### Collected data
* * * * * * *

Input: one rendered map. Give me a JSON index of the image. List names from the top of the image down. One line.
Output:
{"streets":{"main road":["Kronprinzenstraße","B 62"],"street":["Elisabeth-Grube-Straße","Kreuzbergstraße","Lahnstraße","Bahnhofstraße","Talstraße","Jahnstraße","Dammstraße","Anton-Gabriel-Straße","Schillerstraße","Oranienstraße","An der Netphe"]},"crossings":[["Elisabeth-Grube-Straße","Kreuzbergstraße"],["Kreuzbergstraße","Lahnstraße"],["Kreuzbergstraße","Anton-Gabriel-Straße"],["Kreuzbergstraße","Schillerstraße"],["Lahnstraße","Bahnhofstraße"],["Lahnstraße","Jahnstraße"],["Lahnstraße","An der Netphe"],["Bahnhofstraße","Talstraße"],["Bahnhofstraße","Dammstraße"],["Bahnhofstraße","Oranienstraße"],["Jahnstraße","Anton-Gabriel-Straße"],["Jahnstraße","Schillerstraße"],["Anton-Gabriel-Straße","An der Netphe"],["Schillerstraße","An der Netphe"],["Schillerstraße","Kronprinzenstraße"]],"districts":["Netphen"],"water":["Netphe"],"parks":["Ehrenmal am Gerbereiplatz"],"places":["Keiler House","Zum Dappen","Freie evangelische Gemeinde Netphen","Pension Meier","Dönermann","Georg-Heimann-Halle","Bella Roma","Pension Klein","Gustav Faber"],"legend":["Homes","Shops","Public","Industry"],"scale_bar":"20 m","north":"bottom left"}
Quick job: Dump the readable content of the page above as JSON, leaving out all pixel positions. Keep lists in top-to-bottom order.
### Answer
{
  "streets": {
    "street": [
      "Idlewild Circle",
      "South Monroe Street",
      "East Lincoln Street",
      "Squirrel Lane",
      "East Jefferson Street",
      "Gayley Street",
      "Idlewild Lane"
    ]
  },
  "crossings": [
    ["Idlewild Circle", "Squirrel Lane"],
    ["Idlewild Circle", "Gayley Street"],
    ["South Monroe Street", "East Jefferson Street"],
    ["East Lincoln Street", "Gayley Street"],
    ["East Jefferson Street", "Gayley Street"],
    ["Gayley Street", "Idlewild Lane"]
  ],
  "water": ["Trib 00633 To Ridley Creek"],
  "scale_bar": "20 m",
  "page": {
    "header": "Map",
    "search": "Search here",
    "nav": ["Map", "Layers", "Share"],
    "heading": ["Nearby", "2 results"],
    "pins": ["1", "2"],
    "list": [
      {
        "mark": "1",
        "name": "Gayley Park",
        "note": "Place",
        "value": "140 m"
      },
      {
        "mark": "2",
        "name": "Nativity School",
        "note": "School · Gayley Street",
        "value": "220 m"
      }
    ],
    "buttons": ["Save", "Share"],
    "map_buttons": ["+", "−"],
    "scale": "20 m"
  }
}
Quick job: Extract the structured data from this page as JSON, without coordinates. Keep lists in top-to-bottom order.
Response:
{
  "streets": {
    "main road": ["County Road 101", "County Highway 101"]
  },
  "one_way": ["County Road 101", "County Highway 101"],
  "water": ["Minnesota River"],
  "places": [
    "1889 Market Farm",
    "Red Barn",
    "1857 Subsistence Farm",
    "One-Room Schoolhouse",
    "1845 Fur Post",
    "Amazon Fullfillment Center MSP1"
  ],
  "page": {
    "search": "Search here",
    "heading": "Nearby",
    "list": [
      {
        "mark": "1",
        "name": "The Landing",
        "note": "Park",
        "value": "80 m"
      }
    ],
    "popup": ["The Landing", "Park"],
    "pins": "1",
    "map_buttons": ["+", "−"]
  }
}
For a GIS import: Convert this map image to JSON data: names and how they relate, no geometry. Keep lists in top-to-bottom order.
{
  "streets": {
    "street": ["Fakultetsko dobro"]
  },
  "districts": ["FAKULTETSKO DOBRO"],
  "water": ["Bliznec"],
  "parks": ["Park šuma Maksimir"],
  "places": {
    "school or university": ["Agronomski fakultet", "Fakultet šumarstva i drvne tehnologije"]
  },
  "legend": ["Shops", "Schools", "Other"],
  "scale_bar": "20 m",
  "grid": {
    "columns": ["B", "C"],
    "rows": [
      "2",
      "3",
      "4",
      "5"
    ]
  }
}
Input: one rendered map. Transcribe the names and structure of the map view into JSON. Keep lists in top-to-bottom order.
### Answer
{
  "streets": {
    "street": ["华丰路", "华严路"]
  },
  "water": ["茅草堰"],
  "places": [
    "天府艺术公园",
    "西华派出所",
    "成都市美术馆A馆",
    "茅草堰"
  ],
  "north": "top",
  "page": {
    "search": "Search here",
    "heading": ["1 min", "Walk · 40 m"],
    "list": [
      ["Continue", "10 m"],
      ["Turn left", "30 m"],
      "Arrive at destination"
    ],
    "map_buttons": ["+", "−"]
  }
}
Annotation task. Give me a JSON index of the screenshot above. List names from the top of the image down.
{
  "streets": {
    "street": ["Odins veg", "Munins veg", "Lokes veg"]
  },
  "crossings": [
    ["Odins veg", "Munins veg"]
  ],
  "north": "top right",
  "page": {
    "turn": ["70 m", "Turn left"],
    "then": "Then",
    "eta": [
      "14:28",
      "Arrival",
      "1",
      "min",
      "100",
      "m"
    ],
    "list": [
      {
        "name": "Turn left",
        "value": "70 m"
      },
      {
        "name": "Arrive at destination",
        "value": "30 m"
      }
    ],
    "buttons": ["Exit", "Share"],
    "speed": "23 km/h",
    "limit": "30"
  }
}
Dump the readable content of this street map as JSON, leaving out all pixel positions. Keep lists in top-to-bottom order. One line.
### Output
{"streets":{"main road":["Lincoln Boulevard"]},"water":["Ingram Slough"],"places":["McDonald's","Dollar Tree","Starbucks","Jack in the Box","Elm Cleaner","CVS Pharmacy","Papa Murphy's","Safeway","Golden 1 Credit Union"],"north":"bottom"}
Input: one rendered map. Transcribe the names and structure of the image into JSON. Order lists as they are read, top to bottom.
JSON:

* * * * * * *

### Work order
Answer with one number, namely the count of lines in the entries that include the word "Transcribe".

### Answer to this task
2